==== Recorded information ====
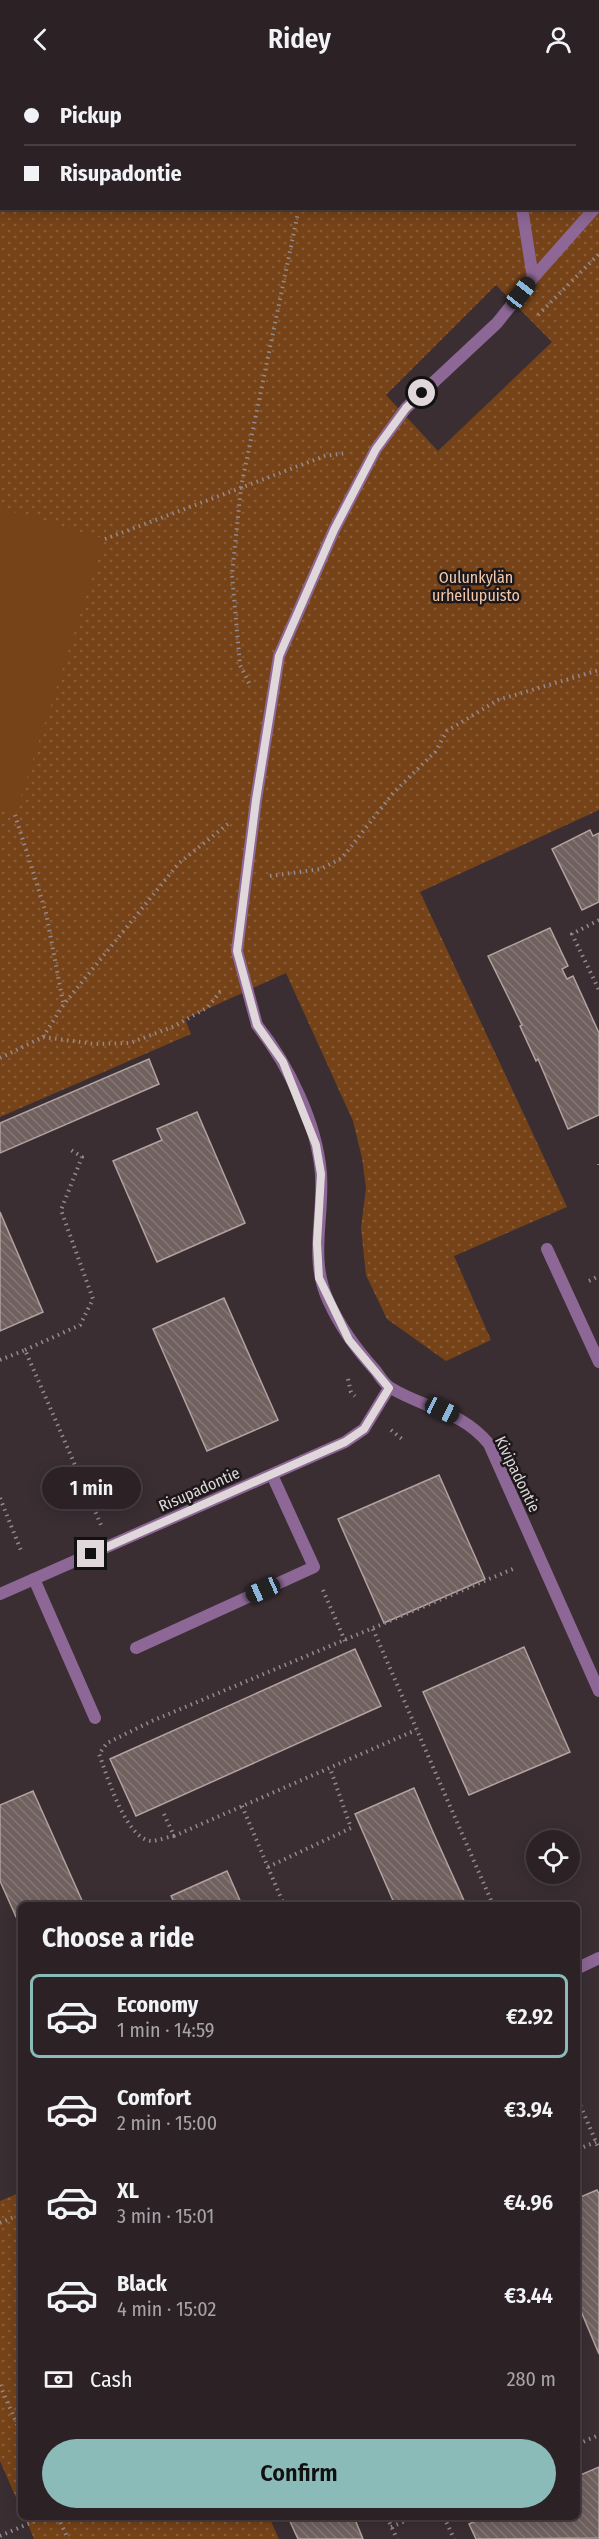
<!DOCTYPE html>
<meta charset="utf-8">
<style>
body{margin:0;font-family:"Fira Sans Condensed",sans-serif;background:#382f32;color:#f1f3f6;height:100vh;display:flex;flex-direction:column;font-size:22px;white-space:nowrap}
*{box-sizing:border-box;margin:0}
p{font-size:20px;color:#a6a4a7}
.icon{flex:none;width:33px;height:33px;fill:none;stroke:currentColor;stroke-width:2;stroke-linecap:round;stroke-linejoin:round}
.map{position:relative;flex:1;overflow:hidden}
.details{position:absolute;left:18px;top:1824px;width:562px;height:618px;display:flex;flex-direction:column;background:#2c2226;border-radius:9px;box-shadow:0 3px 15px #0003,0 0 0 2px #483f43}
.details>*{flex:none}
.banner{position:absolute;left:0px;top:0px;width:600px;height:132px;box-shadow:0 3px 15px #0003,0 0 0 2px #483f43;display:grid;align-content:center;height:132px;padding:0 24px;background:#2c2226}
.controls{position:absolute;left:526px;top:1752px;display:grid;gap:12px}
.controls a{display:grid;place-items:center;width:54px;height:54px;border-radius:50%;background:#2c2226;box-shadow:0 3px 15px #0003,0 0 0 2px #483f43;font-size:30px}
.end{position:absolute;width:27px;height:27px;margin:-14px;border:8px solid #dfd7da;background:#111;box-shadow:0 0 0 3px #111}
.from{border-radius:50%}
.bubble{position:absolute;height:42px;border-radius:21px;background:#2c2226;box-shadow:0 3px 15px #0003,0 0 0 2px #483f43;font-size:20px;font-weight:600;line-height:42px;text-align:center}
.car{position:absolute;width:18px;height:36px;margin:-18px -9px;border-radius:8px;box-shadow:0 0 4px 2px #0007;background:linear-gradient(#222 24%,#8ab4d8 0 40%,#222 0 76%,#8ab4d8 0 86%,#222 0)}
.banner b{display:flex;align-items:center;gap:21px;height:57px;font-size:22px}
.banner b+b{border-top:2px solid #483f43}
.banner i{width:15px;height:15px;background:#f1f3f6}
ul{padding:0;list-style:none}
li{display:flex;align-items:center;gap:18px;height:84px;margin:0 12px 9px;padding:0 12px;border:3px solid transparent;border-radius:9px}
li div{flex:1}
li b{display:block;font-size:22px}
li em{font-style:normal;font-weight:600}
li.on{border-color:#8bbbb9}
li>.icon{width:54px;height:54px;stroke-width:1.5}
h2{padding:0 24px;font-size:27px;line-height:72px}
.pay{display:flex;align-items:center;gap:15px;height:66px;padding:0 24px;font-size:22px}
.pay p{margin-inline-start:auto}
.button{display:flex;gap:12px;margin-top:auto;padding:12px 24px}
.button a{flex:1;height:69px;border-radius:36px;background:#8bbbb9;color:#111;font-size:24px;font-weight:600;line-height:69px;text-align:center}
header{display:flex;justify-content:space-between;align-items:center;height:78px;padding:0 24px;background:#2c2226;font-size:27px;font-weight:600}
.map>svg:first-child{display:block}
.park{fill:url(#park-dots);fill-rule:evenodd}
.garden{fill:#764319}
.building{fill:url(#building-back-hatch);stroke:#b2a2a0;stroke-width:1.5}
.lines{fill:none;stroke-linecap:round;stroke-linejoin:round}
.path{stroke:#948a8e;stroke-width:4;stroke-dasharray:1.5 4.5;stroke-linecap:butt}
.lane{stroke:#8d6795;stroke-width:12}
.street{stroke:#8d6795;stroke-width:12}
.route{stroke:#dfd7da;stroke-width:8}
.labels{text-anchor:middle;stroke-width:5;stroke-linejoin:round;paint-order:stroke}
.park-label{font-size:16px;fill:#f3c9ad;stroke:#1d181a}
.street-label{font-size:16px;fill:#dfd7da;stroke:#1d181a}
</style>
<header><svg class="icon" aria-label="back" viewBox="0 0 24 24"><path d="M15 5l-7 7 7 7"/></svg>Ridey<svg class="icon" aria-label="person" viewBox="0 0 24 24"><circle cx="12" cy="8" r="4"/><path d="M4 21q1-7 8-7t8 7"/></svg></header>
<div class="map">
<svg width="599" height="2461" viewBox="0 0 599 2461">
<defs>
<pattern id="park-dots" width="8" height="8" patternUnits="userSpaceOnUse" patternTransform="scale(1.5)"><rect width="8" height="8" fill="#764319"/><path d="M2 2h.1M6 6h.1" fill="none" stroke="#895d3a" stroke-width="1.8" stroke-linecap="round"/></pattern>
<pattern id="building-back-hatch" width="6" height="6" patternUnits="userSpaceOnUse" patternTransform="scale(1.5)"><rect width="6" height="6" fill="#70615f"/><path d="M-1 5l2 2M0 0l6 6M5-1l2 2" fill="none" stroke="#847775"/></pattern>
</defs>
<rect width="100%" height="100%" fill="#3a2e33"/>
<path class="park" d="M32,0H599V732L420,814L567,1129L454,1178L491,1262L446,1283L387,1241L366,1197L361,1150L366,1110L362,1080L353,1043L286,895L185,941L191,956L0,1039V92L1,88L2,130H598V2ZM496,207L552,264L438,373L386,317Z
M21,2114V2431L0,2383V2123Z
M25,2439H269L279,2461H34Z"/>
<path class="garden" d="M0,430L105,461L15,737L0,732Z"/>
<path class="building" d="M590,752L593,758L599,755V824L582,832L552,771Z
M550,850L568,888L562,891L567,901L573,898L599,955V1037L568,1051L538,981L536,983L520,948L522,947L488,878Z
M149,981L159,1006L0,1075V1045Z
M197,1034L245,1145L157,1184L113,1083L162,1062L157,1051Z
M0,1134L43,1234L0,1253Z
M224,1220L278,1342L207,1373L153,1251Z
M439,1397L485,1501L384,1545L338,1441Z
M524,1569L570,1674L469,1717L423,1614Z
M355,1571L381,1628L136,1738L110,1681Z
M414,1710L433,1754L466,1827H395L355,1736Z
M33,1713L84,1827H21V1850L0,1803V1727Z
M227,1793L242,1827H175L171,1818Z
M597,2112L599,2116V2276L578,2226V2120Z
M599,2389V2460L476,2461L469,2446L485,2439H578V2398Z
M288,2439H354L363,2461H298Z"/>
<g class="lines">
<path class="path" d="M328,2L329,0
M538,237L599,176
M105,461L325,378L346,375
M249,605L240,587L232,497L241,409L299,130
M15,737L46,835L63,924
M270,798L321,791L342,780L394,714L435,674L447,653L498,622L599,592
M599,842L572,856L599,912
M43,959L64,926L179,785L228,746
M0,980L43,959L95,966L130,965L175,948L208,929L220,914L224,913
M599,1086V1087
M589,1203L599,1198
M25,1272L80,1247L93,1221L61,1132L82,1079L71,1072
M0,1282L25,1272L101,1447
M348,1301L351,1314L355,1318
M391,1352L402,1361
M0,1420L22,1475
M323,1512L345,1563
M373,1551L493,1827
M242,1728L284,1827
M164,1736L174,1758L416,1652
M174,1758C167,1759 157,1763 151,1763C125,1760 107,1697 99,1676L107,1665L152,1643L513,1491
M268,1789L351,1750L330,1690
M578,2022L599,2071
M578,2071L596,2064
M0,2145L21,2136
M0,2307L21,2355
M578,2366L599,2357
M58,2439L68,2461
M387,2439L397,2461
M444,2439L454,2461
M391,2449L415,2439
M0,2458L44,2439"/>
<path class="lane" d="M522,130L533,200
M257,947L237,873L256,722L279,578L334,452L376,371L406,330L497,245L533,200L595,130
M547,1171L599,1284
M34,1501L95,1640
M136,1570L314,1489L272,1397
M578,1890L599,1880"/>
<path class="street" d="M257,947C288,986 317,1045 321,1096C324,1139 309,1181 328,1222C340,1249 356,1271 376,1293C380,1299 385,1307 391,1310C425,1331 461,1332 489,1366L599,1613
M0,1516L345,1364L364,1351L389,1310"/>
</g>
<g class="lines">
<path class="route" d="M91,1476L345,1364L364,1351L389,1310L349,1262L319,1200L317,1165L321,1096L316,1067L283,984L257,947L237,873L256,722L279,578L334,452L376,371L406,330L422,315"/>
</g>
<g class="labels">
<g class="park-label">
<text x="476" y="505">Oulunkylän<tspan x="476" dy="18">urheilupuisto</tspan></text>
</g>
<g class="street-label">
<text transform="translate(518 1396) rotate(64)" y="6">Kivipadontie</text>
<text transform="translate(199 1411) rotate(-24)" y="6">Risupadontie</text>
</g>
</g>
</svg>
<div class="controls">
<a><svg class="icon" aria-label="locate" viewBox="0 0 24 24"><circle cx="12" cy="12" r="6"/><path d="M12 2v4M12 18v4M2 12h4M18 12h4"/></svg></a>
</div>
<i class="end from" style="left:422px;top:315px"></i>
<i class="end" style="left:91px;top:1476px"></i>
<div class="bubble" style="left:42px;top:1389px;width:99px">1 min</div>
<i class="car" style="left:521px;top:215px;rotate:38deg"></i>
<i class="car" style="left:442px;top:1332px;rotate:115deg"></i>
<i class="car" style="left:263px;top:1512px;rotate:246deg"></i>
<div class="banner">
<b><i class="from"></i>Pickup</b>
<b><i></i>Risupadontie</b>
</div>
<section class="details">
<h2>Choose a ride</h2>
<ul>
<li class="on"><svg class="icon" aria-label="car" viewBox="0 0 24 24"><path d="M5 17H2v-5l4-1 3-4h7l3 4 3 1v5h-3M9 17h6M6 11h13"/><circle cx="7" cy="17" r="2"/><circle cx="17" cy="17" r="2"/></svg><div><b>Economy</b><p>1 min · 14:59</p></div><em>€2.92</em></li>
<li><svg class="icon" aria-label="car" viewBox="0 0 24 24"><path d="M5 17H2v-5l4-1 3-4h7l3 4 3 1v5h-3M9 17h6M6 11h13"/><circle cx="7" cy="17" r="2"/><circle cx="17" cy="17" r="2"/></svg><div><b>Comfort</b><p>2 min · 15:00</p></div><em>€3.94</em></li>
<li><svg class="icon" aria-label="car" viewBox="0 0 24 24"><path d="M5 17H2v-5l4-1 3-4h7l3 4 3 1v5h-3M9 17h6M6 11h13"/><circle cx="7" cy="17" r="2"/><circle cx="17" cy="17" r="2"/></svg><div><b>XL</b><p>3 min · 15:01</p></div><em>€4.96</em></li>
<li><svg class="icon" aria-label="car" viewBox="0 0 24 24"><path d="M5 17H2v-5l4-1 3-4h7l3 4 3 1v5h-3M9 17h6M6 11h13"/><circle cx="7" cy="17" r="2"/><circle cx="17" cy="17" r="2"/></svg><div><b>Black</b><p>4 min · 15:02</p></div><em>€3.44</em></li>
</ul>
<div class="pay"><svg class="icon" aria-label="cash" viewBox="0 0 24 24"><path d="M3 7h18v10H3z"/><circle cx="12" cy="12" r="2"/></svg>Cash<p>280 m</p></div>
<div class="button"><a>Confirm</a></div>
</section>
</div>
====
Which lines contain "absolute"? Copy each of them from the listing.

.details{position:absolute;left:18px;top:1824px;width:562px;height:618px;display:flex;flex-direction:column;background:#2c2226;border-radius:9px;box-shadow:0 3px 15px #0003,0 0 0 2px #483f43}
.banner{position:absolute;left:0px;top:0px;width:600px;height:132px;box-shadow:0 3px 15px #0003,0 0 0 2px #483f43;display:grid;align-content:center;height:132px;padding:0 24px;background:#2c2226}
.controls{position:absolute;left:526px;top:1752px;display:grid;gap:12px}
.end{position:absolute;width:27px;height:27px;margin:-14px;border:8px solid #dfd7da;background:#111;box-shadow:0 0 0 3px #111}
.bubble{position:absolute;height:42px;border-radius:21px;background:#2c2226;box-shadow:0 3px 15px #0003,0 0 0 2px #483f43;font-size:20px;font-weight:600;line-height:42px;text-align:center}
.car{position:absolute;width:18px;height:36px;margin:-18px -9px;border-radius:8px;box-shadow:0 0 4px 2px #0007;background:linear-gradient(#222 24%,#8ab4d8 0 40%,#222 0 76%,#8ab4d8 0 86%,#222 0)}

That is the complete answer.